- Six of the world's ten biggest food companies, including Nestlé, Mondelez International, Kellogg and Hershey, have replaced their CEOs in the past three years, according to Reuters. Campbell Soup and Hain Celestial also are actively looking for the next generation CEO.
- PepsiCo is the latest CPG titan to replace their CEO after naming Ramon Laguarta to replace Indra Nooyi who announced plans to step down this week after 12 years in the role. Laguarta is a PepsiCo veteran with 22 years at the company.
- "I'm hearing people saying for the very first time things like 'We're going to recruit a head of marketing with a background in analytics'," Oliver Wright, global lead for consumer goods and services at Accenture Strategy, told Reuters.
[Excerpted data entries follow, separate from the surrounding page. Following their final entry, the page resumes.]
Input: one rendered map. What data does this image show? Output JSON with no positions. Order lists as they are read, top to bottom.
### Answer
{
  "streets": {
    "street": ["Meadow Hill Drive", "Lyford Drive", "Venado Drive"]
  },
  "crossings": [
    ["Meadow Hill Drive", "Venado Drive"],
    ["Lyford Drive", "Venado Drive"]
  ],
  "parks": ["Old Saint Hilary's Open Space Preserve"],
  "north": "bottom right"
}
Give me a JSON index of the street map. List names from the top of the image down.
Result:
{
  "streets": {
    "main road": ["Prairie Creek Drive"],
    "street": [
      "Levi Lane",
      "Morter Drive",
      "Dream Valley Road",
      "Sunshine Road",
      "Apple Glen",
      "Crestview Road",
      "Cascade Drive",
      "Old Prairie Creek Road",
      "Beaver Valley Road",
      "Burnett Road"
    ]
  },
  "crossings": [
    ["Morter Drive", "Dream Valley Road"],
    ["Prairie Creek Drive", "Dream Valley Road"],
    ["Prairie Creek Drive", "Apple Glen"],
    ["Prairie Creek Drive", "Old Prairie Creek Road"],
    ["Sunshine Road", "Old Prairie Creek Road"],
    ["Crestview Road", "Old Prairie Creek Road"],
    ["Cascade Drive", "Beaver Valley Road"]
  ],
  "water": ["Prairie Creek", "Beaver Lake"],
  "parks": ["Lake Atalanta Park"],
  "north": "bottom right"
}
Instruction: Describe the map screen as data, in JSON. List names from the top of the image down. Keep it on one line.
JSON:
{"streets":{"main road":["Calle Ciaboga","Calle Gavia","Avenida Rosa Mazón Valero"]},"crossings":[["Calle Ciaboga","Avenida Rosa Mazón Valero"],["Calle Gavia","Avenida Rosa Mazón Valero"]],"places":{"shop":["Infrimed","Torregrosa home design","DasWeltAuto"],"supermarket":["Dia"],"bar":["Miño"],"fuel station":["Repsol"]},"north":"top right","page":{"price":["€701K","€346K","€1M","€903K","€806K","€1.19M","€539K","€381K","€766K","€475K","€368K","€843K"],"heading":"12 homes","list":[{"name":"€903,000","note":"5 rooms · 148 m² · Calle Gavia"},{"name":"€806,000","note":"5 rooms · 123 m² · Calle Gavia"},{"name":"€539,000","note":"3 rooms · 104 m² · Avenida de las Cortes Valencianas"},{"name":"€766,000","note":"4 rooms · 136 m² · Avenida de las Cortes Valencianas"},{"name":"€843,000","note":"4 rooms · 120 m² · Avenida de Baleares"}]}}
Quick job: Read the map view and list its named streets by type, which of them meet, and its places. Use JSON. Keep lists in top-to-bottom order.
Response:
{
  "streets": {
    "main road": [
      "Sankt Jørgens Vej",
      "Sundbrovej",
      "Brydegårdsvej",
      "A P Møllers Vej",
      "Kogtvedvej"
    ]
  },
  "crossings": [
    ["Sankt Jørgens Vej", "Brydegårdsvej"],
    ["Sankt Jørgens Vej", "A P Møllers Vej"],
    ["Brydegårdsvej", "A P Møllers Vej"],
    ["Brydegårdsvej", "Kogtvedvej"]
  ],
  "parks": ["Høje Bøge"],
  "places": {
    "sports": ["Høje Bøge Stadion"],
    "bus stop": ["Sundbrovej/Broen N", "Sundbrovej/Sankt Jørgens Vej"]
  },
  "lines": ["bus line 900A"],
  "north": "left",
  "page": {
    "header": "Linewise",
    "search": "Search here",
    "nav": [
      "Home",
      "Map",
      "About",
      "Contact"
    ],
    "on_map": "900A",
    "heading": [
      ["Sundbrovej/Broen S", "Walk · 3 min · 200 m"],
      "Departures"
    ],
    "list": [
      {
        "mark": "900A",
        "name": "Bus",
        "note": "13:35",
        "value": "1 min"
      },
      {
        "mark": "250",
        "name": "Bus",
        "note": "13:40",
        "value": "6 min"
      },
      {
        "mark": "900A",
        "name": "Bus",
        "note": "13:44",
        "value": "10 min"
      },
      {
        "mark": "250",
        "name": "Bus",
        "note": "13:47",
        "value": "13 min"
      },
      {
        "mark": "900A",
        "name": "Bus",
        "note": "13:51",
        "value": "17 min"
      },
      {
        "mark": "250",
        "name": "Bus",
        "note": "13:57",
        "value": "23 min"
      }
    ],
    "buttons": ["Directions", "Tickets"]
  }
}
Things are changing for packaged food and beverage manufacturers. Big food companies across the industry are grappling with rapidly shifting consumer trends as shoppers move away from processed foods toward items viewed as fresher and better for you. At the same time, consumers are snacking more than ever and increasingly looking for products that mesh with their on-the-go lifestyle.
These seemingly conflicting interests have left CPG companies struggling to keep pace with consumers and trendy, more nimble upstarts as they look for the right mix in their portfolios that cater to these changes without alienating their core customers. While one solution that large firms have taken to is M&A, many also are looking to replace their top management in hopes of introducing new skills into the C-suite.
Increasingly, CPG companies are searching for CEOs who can step into the role and compete with smaller brands, embrace social media as a way to connect with customers, boost transparency, increase their e-commerce presence and, most importantly, return their company to growth. Although many of the new CEOs that are stepping into the role are company veterans, some are coming from outside the food space.
Nestlé's new CEO Mark Schneider came from a healthcare background. He is focusing on increasing investments in high-growth areas like coffee and water, hiving off businesses like its U.S. confections, wringing out inefficiencies and dealing with mounting pressure from an activist investor.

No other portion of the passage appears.